§ Required work: Copy each line in the data that includes the word "hidden".

*** Raw data

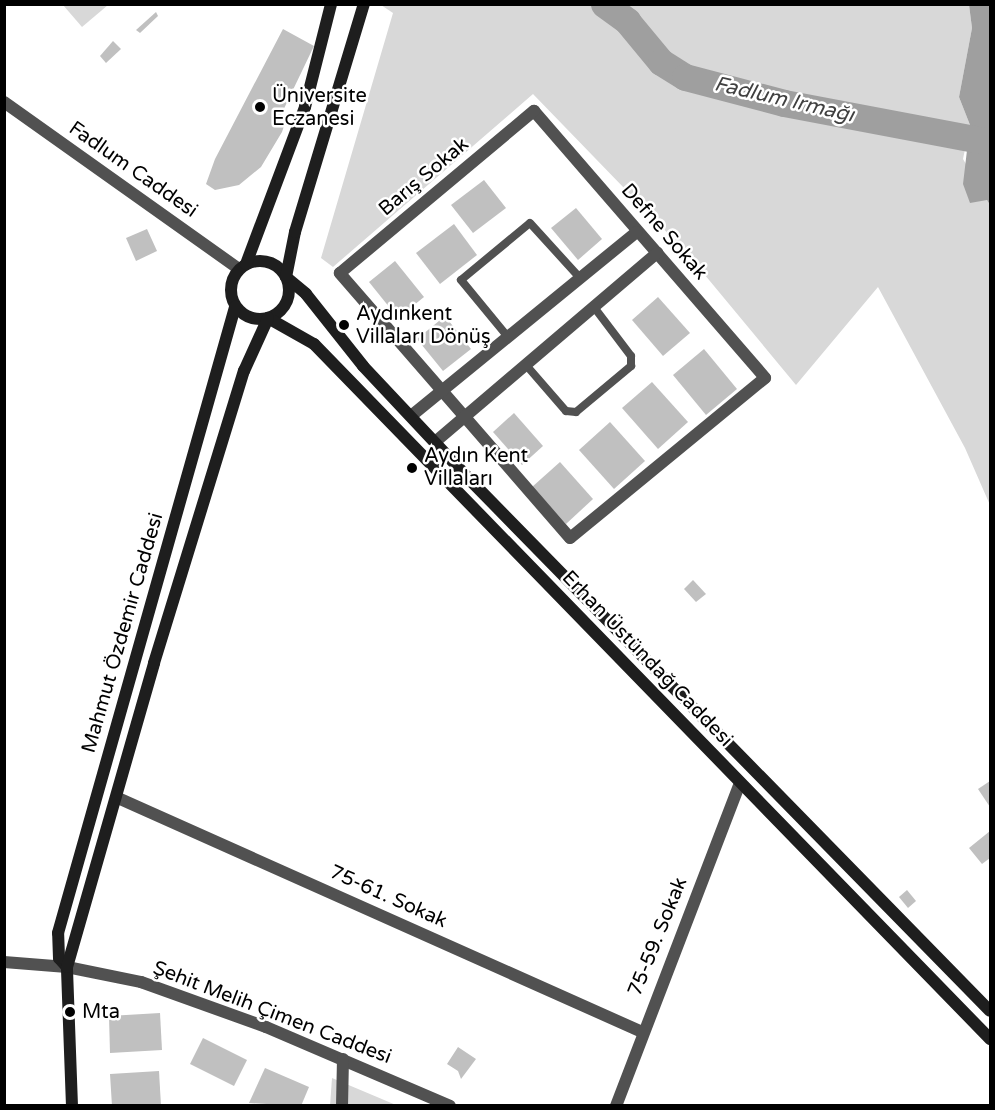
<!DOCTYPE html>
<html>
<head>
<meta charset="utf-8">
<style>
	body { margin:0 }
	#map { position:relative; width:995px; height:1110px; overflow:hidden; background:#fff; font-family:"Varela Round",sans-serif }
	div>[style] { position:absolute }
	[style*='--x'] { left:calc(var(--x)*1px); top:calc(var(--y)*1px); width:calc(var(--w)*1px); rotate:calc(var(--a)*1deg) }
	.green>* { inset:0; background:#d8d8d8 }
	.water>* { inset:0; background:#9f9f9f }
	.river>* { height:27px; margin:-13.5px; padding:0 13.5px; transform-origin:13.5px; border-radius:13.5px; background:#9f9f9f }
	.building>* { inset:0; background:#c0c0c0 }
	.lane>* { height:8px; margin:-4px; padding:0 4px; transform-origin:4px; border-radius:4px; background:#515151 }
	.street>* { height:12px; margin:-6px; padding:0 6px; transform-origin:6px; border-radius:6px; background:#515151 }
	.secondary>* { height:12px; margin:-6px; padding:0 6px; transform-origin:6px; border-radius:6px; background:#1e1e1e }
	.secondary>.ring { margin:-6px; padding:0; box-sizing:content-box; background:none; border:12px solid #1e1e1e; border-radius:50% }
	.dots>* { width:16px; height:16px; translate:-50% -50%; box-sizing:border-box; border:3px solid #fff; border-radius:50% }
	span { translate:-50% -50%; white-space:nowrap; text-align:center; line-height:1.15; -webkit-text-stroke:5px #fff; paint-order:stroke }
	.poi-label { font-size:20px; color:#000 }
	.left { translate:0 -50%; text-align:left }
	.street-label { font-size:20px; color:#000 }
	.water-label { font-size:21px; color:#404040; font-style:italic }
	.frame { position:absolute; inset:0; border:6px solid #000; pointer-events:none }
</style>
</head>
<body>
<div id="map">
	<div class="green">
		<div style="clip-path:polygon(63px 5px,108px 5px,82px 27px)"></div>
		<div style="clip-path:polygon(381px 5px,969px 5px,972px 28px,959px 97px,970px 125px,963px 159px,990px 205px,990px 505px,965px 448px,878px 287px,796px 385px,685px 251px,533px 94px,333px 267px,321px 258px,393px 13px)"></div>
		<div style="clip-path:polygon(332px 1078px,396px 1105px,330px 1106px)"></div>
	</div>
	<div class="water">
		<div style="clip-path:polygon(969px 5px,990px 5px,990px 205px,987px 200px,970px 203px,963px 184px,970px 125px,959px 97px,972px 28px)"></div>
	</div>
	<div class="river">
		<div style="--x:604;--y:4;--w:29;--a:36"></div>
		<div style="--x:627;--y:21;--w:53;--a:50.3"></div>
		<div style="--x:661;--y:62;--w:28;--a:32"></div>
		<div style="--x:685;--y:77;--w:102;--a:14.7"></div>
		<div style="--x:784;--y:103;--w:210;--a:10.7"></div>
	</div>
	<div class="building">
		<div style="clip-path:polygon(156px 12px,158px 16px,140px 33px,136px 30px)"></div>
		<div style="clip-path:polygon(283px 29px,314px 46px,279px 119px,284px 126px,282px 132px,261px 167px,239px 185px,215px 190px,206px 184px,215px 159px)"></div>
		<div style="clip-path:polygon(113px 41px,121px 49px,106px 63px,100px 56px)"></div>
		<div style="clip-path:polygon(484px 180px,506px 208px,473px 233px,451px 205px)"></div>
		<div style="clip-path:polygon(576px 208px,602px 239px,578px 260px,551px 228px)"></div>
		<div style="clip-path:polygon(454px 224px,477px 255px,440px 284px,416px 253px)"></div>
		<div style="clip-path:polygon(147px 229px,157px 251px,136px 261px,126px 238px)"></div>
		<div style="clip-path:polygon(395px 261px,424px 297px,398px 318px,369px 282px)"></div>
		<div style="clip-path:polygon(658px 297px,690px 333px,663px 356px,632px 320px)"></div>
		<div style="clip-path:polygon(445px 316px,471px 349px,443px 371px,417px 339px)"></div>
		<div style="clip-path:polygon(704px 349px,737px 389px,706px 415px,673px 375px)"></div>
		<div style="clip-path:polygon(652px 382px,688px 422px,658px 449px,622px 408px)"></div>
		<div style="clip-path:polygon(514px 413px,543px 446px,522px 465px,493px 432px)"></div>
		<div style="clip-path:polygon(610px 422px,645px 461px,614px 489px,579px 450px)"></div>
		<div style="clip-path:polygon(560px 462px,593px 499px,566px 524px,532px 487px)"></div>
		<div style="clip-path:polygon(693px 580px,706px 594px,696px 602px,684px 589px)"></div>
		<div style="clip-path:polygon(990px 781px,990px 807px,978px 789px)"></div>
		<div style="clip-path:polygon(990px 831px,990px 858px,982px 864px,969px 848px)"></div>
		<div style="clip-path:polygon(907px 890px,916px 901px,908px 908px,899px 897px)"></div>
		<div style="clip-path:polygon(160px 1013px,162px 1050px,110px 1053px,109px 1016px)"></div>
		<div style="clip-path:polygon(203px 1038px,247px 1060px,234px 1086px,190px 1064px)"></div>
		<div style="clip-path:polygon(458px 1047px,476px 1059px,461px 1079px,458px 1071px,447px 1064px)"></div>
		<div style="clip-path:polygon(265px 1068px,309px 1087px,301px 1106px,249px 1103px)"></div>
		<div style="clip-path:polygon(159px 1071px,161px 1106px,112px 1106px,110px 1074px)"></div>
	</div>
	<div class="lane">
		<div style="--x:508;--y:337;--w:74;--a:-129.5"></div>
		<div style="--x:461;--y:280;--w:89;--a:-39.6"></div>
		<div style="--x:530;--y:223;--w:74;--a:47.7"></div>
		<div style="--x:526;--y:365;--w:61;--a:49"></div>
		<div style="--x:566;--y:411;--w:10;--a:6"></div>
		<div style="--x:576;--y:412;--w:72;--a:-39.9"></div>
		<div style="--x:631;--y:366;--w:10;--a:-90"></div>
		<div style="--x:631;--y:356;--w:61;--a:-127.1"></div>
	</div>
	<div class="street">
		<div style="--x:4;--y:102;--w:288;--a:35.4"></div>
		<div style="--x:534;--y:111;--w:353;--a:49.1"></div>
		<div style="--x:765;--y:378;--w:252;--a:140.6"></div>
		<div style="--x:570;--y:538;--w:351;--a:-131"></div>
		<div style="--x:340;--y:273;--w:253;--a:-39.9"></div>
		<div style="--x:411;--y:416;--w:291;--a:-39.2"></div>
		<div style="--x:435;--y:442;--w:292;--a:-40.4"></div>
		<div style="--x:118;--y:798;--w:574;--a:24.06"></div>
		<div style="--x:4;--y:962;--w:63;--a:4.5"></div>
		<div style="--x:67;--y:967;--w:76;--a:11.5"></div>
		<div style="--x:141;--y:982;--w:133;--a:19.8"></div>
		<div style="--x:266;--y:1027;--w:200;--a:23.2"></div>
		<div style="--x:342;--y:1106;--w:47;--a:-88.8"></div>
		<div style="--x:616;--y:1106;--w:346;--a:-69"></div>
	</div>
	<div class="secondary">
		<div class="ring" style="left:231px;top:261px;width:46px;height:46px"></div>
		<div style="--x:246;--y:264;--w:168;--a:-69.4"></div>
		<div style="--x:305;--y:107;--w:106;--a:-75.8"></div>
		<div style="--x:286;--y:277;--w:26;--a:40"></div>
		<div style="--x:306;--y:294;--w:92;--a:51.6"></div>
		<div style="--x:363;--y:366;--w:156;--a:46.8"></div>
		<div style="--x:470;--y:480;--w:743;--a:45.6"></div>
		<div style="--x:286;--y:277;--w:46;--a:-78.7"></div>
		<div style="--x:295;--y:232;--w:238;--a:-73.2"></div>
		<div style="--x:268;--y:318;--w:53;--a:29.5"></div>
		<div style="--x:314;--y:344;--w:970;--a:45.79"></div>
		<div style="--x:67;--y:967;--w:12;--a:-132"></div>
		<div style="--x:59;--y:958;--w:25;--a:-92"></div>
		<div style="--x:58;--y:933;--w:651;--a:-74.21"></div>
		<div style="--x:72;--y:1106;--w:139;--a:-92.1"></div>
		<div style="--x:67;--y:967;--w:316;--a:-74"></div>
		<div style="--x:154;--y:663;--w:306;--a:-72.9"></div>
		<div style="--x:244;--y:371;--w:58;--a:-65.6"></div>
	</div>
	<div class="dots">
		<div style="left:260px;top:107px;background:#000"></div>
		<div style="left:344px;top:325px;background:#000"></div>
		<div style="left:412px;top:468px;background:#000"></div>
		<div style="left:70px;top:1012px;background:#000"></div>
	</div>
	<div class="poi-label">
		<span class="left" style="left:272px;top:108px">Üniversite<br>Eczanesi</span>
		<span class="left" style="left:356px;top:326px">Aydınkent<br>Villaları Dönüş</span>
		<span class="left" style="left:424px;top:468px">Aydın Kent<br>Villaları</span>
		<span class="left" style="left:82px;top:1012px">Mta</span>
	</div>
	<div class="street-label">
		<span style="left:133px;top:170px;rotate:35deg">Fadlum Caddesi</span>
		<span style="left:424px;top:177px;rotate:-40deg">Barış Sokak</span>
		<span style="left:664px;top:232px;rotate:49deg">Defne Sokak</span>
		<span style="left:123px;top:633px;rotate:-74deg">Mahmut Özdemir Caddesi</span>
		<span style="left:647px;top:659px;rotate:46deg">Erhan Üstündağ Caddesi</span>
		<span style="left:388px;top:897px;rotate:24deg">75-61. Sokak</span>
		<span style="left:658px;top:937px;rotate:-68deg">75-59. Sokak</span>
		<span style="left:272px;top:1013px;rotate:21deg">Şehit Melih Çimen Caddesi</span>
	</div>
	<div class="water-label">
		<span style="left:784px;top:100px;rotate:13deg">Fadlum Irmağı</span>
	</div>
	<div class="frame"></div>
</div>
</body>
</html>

******
*** Raw data

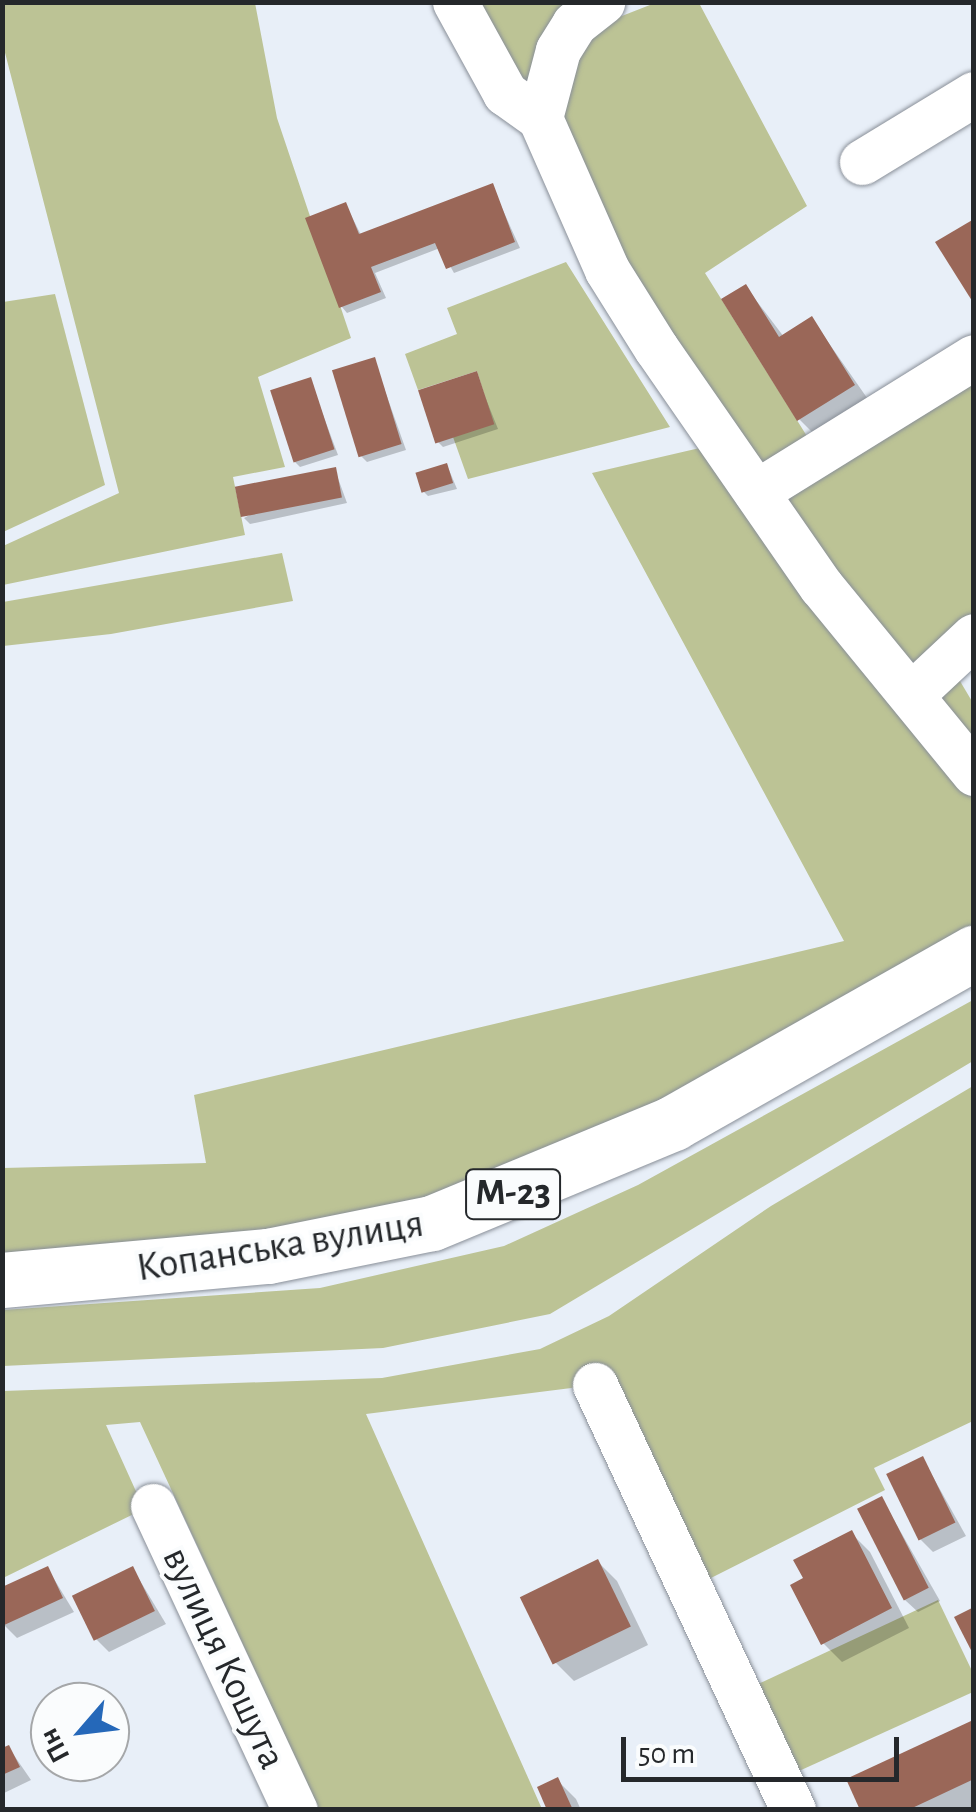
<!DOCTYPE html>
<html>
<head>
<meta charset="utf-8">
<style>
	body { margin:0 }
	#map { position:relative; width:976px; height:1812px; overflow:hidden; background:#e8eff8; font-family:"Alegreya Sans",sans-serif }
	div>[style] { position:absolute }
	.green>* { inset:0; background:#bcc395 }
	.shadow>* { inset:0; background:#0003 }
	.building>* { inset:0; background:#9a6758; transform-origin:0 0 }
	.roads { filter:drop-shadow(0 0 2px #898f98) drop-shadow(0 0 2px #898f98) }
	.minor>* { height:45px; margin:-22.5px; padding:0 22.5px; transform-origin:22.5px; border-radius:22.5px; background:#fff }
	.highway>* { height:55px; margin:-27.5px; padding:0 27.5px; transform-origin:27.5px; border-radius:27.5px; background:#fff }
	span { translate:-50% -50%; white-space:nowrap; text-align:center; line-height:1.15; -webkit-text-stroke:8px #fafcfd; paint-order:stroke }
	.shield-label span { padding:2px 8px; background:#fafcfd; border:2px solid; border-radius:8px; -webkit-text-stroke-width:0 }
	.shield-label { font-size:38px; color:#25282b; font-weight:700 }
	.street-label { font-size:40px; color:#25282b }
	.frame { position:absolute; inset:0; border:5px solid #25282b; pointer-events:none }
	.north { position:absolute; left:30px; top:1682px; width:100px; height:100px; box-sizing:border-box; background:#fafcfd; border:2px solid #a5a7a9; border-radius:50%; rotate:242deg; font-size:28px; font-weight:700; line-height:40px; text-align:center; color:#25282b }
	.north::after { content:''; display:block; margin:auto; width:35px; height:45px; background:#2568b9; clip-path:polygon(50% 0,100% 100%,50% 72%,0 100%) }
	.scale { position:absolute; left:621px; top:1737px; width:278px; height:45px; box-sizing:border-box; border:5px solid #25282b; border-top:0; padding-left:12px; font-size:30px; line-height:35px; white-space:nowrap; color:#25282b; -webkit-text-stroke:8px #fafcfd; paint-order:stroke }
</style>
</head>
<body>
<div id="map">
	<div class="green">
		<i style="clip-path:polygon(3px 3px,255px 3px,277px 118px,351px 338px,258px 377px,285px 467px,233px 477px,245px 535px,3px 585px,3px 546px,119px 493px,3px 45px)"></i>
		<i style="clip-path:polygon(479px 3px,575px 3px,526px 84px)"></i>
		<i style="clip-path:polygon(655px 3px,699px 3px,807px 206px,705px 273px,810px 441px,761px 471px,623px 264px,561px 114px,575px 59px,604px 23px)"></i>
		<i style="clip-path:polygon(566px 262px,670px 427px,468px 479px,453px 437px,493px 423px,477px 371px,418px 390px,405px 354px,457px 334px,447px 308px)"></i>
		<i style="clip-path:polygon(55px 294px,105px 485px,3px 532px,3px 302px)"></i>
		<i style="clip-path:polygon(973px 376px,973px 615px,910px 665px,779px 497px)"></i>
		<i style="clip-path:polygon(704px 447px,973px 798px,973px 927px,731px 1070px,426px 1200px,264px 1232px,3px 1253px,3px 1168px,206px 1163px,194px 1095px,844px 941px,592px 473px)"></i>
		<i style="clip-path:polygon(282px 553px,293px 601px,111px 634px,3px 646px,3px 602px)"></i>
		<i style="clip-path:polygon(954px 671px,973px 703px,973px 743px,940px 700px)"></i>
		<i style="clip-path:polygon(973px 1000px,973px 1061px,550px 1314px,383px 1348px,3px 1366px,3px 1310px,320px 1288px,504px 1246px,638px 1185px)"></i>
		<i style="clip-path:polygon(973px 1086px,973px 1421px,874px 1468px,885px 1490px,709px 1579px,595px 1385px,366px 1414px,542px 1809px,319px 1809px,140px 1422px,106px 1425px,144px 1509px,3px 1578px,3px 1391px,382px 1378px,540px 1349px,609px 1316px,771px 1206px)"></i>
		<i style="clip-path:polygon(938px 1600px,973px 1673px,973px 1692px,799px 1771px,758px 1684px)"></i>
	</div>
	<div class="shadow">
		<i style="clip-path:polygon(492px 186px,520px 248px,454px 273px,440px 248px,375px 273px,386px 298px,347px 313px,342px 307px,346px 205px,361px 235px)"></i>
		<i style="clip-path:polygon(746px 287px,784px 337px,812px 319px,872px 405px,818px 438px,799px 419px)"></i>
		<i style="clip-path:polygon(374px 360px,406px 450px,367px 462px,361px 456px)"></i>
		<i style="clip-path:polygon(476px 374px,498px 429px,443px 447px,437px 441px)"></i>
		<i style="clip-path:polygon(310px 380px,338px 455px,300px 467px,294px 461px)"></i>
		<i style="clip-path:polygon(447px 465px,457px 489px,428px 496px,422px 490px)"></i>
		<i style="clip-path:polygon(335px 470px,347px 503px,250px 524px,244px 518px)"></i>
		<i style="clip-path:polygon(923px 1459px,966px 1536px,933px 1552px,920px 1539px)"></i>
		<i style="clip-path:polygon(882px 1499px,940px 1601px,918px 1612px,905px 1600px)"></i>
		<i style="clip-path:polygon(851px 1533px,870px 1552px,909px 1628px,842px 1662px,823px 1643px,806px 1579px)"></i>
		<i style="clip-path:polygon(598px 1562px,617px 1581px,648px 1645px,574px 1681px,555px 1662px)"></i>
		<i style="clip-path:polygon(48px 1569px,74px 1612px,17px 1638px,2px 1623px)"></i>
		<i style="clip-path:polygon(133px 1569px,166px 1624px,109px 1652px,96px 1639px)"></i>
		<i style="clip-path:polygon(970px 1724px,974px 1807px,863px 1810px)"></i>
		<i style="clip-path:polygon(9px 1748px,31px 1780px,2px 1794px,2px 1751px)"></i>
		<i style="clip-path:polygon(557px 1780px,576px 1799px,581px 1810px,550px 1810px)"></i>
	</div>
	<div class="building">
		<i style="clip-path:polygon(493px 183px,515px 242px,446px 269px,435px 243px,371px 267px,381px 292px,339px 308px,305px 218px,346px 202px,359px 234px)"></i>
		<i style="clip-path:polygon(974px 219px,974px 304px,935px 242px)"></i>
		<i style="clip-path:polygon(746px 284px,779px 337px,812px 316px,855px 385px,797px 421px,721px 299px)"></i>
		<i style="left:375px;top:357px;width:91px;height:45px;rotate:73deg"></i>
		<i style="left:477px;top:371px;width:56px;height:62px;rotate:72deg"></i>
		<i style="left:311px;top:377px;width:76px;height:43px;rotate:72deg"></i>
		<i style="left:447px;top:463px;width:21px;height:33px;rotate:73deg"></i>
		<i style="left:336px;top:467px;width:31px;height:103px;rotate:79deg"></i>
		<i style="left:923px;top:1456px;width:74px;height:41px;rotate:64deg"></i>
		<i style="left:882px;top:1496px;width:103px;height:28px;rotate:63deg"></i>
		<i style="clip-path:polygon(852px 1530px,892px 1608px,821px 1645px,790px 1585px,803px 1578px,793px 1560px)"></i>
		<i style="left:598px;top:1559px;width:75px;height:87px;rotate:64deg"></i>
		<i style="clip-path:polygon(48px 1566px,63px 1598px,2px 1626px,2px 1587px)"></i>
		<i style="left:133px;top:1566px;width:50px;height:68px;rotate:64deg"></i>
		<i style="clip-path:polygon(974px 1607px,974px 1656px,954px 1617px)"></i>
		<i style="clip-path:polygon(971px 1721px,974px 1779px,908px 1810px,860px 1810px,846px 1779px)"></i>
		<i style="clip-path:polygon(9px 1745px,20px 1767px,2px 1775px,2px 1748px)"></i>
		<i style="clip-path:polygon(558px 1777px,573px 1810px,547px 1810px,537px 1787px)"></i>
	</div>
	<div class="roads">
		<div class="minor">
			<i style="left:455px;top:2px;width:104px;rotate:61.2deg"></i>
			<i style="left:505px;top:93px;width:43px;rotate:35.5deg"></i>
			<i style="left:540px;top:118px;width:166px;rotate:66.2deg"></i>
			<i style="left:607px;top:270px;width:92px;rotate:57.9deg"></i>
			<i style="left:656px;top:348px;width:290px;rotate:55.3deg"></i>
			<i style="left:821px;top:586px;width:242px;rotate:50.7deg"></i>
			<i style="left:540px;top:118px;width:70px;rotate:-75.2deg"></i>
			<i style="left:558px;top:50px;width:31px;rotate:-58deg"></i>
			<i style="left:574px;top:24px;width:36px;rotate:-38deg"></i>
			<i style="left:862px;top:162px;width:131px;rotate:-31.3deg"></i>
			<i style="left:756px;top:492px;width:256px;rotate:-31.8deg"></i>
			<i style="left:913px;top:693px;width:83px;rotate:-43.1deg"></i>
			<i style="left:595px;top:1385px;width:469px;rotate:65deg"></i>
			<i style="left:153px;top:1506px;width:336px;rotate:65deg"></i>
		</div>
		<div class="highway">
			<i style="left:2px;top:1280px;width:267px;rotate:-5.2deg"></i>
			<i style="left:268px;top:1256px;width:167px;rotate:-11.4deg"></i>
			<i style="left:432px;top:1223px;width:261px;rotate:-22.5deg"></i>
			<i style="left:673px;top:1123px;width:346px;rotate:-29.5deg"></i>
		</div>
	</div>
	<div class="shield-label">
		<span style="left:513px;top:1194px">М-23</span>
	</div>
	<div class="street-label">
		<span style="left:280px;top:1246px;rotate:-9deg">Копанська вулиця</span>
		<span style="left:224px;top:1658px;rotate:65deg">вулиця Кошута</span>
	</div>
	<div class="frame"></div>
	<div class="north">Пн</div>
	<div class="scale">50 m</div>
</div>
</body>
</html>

******

§ Exercise response:
	#map { position:relative; width:995px; height:1110px; overflow:hidden; background:#fff; font-family:"Varela Round",sans-serif }
	#map { position:relative; width:976px; height:1812px; overflow:hidden; background:#e8eff8; font-family:"Alegreya Sans",sans-serif }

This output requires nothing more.